Question

Choose the correct simplification for...

Answer 1

\[\frac{ x ^{2} }{ x ^{5} }\]

Answer 2

do you know the rule for dividing numbers with exponents

Answer 3

\[\frac{ x ^{a} }{ x ^{b} }=x ^{a-b}\]

Answer 4

ohh yea!! 2 - 5 = -3

Answer 5

do they want you to simplify further or is that enough?

Answer 6

From the Law of Exponents rule for division, we know the following:\[ \frac{ n^a }{ n^b }=n^{a-b}, n \not=0\] Here, our n = x, a = 2, b = 5. Applying\[\frac{ x^2 }{ x^5 }=x^{2-5}=x^{-3}=\frac{ 1 }{ x^3 }\] the rule gives us:

Answer 7

further i think cuz these r the choices:

1/x^3 <--- i think
x^3
x^7
1/x^7

Answer 8

yea

Answer 9

@gabylovesyou100 You are right.
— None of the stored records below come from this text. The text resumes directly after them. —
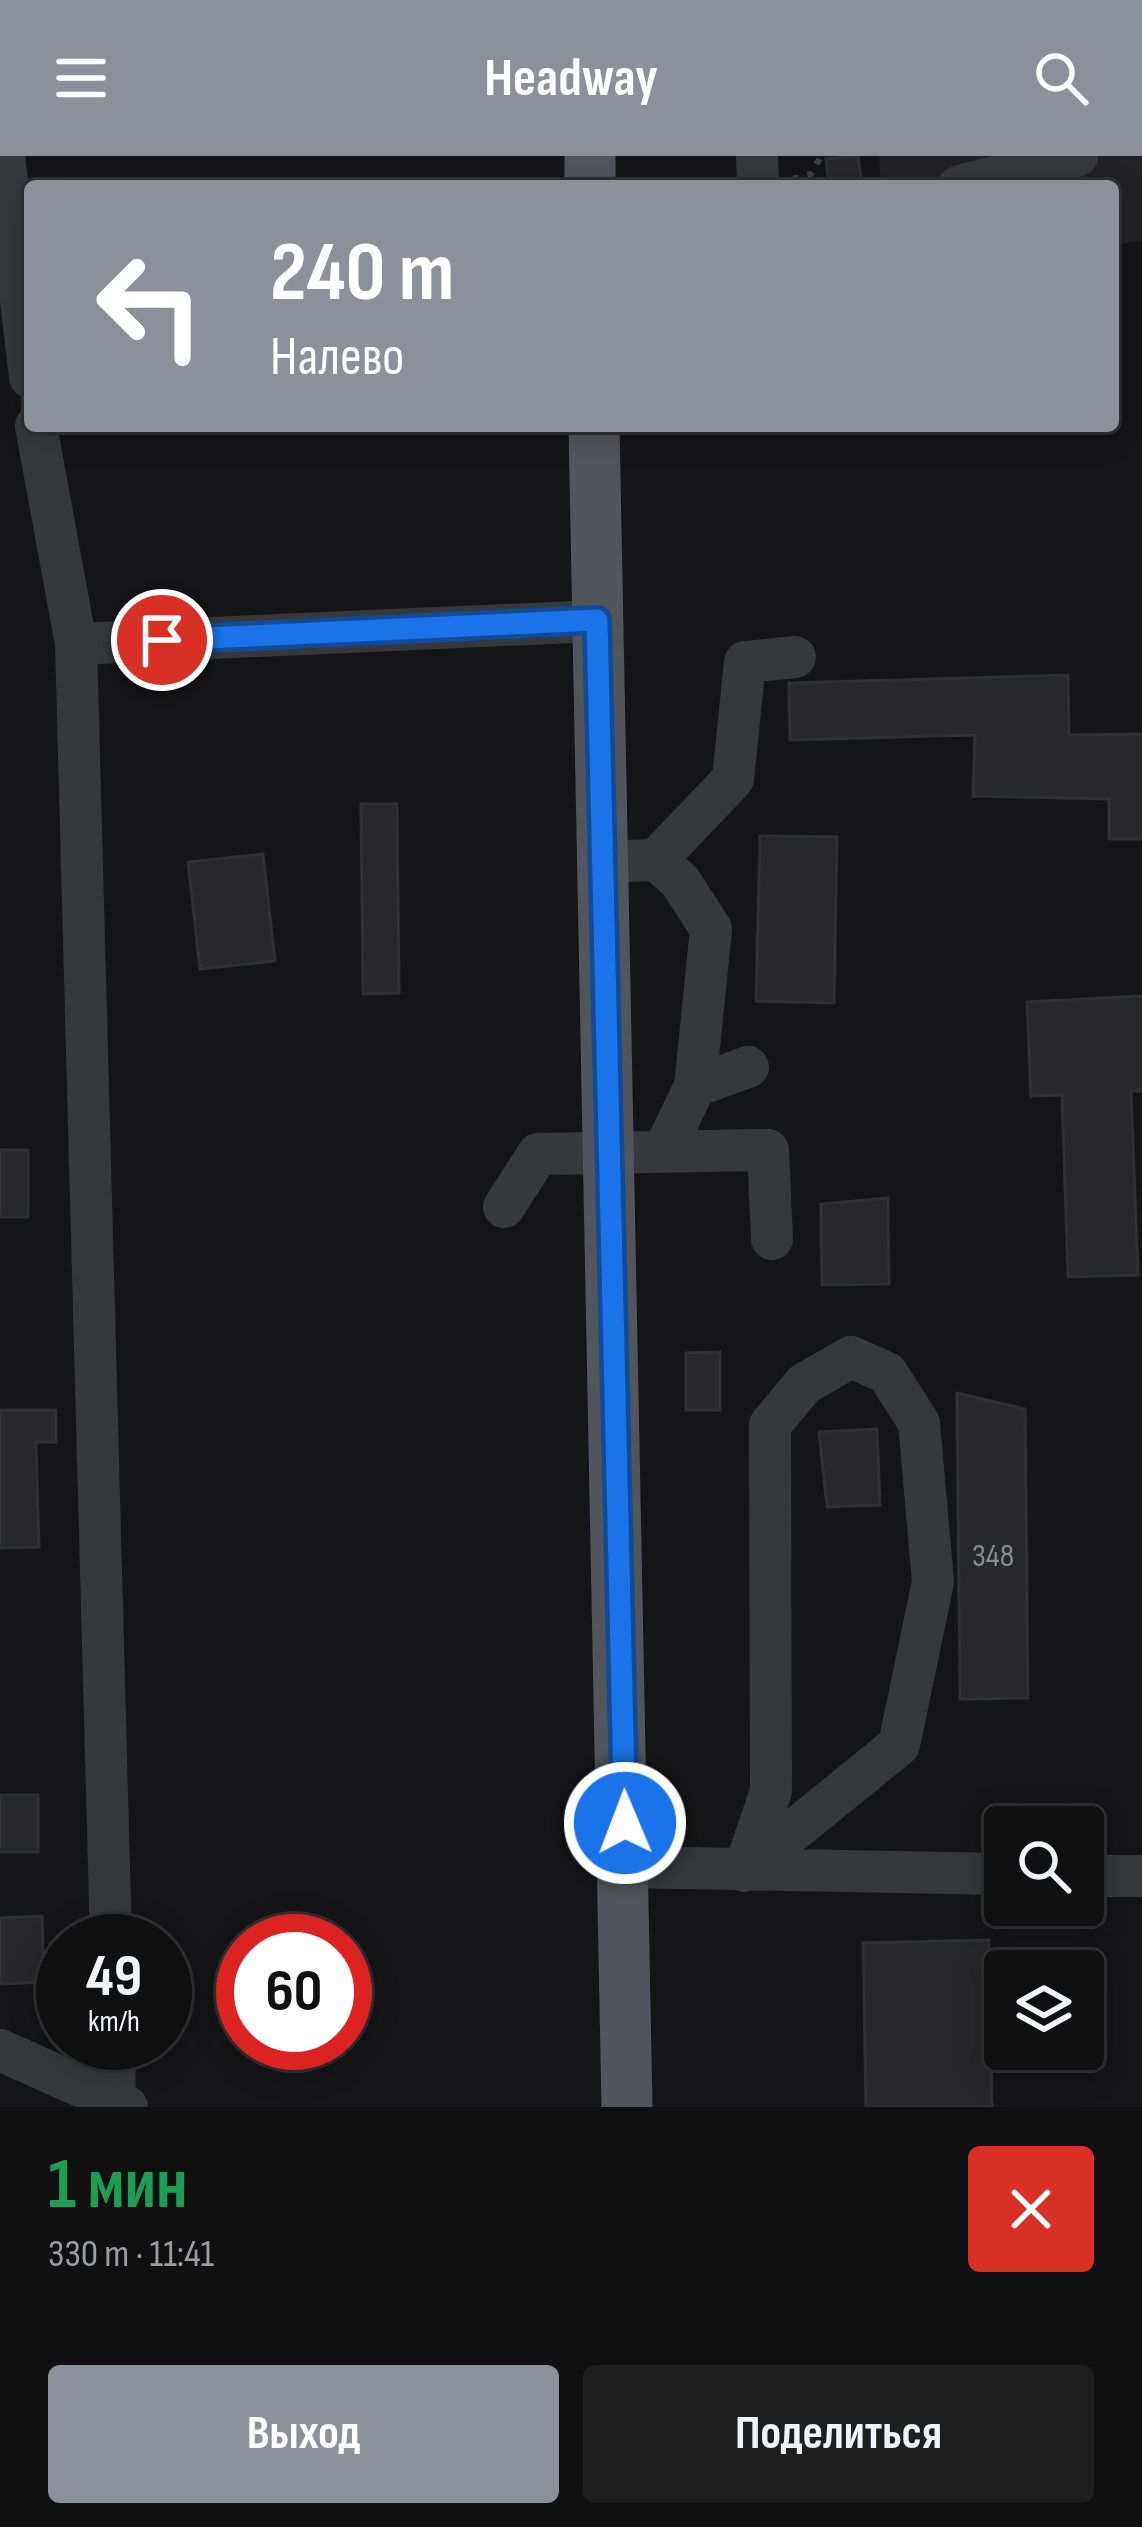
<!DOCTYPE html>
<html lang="ru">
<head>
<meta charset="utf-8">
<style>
	:root { --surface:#101011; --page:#1e1e1f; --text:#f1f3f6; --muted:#9c9d9f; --line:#303031; --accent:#8c9099 }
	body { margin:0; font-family:"Sofia Sans Condensed",sans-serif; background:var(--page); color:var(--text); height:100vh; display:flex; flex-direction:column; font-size:45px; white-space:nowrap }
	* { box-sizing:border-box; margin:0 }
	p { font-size:39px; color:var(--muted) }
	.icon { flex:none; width:66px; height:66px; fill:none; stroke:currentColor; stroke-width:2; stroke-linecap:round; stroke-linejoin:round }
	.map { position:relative; height:1951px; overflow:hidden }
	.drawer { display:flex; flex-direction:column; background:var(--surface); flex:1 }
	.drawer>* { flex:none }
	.banner { position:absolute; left:24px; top:24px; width:1095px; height:252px; border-radius:12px; box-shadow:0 6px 30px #0003,0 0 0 3px var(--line); background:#8c9099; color:#fff; overflow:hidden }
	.controls { position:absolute; left:984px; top:1650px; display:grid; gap:24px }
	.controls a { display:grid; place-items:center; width:120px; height:120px; border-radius:12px; background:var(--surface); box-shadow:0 6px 30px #0003,0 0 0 3px var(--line); font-size:60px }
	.speed { position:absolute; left:36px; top:1758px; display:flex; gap:24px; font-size:60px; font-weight:700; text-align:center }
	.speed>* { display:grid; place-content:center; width:156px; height:156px; border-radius:50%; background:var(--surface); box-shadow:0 6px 30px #0003,0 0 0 3px var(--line); line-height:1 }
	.speed small { font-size:30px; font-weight:400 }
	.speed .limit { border:18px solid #d22; background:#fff; color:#111 }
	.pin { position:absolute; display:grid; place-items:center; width:102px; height:102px; color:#fff; margin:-51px; border:6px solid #fff; border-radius:50%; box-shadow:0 3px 12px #0007 }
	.me { position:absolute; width:132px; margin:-66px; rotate:359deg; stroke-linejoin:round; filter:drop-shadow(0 0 9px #0008) }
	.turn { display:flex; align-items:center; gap:42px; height:252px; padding:0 48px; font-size:54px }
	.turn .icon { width:156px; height:156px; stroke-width:2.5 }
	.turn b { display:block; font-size:84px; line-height:102px }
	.round { display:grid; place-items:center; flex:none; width:126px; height:126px; border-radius:12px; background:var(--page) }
	.headline { display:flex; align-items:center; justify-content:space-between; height:204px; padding:0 48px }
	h1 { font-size:72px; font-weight:700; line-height:90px; color:#1e9e55 }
	.action { display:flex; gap:24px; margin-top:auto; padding:24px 48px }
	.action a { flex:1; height:138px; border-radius:12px; background:var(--accent); color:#fff; font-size:48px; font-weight:700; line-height:138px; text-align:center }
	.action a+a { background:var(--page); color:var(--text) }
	header { display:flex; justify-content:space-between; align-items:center; height:156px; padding:0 48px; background:var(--accent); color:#fff; font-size:54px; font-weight:700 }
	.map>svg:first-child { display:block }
	.built { fill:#212124 }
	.building { fill:#28282b; stroke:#2f3033; stroke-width:3 }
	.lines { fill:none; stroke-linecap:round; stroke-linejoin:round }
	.path { stroke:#3c3f43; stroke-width:6; stroke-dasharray:6 9; stroke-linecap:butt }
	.minor { stroke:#36383c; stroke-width:42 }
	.major { stroke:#52555b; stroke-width:51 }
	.route-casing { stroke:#114b97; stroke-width:30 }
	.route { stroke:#1a73e8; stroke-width:21 }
	.labels { text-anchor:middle; stroke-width:12; stroke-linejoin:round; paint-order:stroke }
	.number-label { font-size:33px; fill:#868c94 }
</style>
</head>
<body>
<header><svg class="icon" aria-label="menu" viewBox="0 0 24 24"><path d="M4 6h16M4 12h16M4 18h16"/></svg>Headway<svg class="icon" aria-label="search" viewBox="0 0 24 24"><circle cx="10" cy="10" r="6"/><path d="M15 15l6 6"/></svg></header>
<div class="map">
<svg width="1142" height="1951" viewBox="0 0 1142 1951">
	<rect width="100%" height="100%" fill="#151517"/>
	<path class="built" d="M879,0H1142V84L1113,89V30H881Z"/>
	<path class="building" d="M858,0L862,30H829L826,3Z
		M1068,519L1069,579L1142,578V683H1109V643L973,640L975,579L790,584L789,527Z
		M361,648H397L399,837L363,838Z
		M760,680L837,681L834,847L756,845Z
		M263,698L275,805L200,813L188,706Z
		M1142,840V935H1131L1138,1119L1068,1121L1062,939L1031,940L1027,846Z
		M0,994H28V1061H0Z
		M888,1042L889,1128L822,1129L821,1048Z
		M720,1196V1254H686V1197Z
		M957,1237L1025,1253L1028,1542L960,1543Z
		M0,1254H56V1286H36L39,1391L0,1392Z
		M877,1273L880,1349L827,1351L819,1276Z
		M0,1639H38V1696H0Z
		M42,1760L44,1826L0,1828V1762Z
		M989,1784L992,1951H866L863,1787Z"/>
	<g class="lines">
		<path class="path" d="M793,23L811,18L821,0"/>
		<path class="minor" d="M4,0L30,221
			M757,0L758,30
			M959,30L1077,0
			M36,270L76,488L111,1785
			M76,488L597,465
			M656,704L733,623L745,506L795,501
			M603,706L656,704L680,725L711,773L695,930L664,995
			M695,930L748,911
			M504,1051L538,998L768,994L772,1083
			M851,1201L887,1217L919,1267L933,1426L899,1589L744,1715L771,1635L770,1269L804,1228Z
			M626,1711L1005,1718
			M1083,1720H1142
			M114,1887L115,1946
			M0,1894L127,1951"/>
		<path class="major" d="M590,0V30
			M594,270L627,1951"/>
	</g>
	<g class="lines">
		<g class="route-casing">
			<path id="route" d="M162,484L597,464L625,1667"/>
		</g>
		<use href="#route" class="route"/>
	</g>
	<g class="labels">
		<g class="number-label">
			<text x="993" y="1410">348</text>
		</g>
	</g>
</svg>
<div class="controls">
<a><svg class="icon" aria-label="search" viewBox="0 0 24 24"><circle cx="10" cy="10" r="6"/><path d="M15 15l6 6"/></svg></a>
<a><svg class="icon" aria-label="layers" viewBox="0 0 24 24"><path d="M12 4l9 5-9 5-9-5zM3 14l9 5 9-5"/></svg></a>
</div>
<div class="speed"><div>49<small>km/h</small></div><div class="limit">60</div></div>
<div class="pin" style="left:162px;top:484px;background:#d93025"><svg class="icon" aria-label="arrive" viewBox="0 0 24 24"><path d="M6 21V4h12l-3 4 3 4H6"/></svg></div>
<svg class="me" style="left:625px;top:1667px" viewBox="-20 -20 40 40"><circle r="17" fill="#1a73e8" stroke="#fff" stroke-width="3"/><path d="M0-11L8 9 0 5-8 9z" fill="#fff"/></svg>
<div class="banner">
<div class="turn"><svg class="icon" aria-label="left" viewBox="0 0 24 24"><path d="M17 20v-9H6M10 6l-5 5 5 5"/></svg><div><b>240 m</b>Налево</div></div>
</div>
</div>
<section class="drawer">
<div class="headline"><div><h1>1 мин</h1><p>330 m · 11:41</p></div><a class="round" style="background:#d93025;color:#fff"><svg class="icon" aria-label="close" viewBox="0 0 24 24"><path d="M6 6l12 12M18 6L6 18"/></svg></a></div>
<div class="action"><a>Выход</a><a>Поделиться</a></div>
</section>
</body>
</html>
Look at my solution above to see how you do it.

Answer 10

how does x^-3 give you 1/x^3

Answer 11

@genius12

Answer 12

if you put a number with a negative exponent under one the exponent becomes positive

Answer 13

ohh ok so the answer is A thanks :)

Answer 14

If we have an integer to the power of a negative exponent, the rule for negative exponents gives this:\[n^{-x}=\frac{ 1 }{ n^x }, n \not= 0\]So if n is a non-zero integer to a negative exponent, we flip the number or fraction and the exponent goes to the bottom and becomes positive.@gabylovesyou100

Answer 15

ohh ok thank you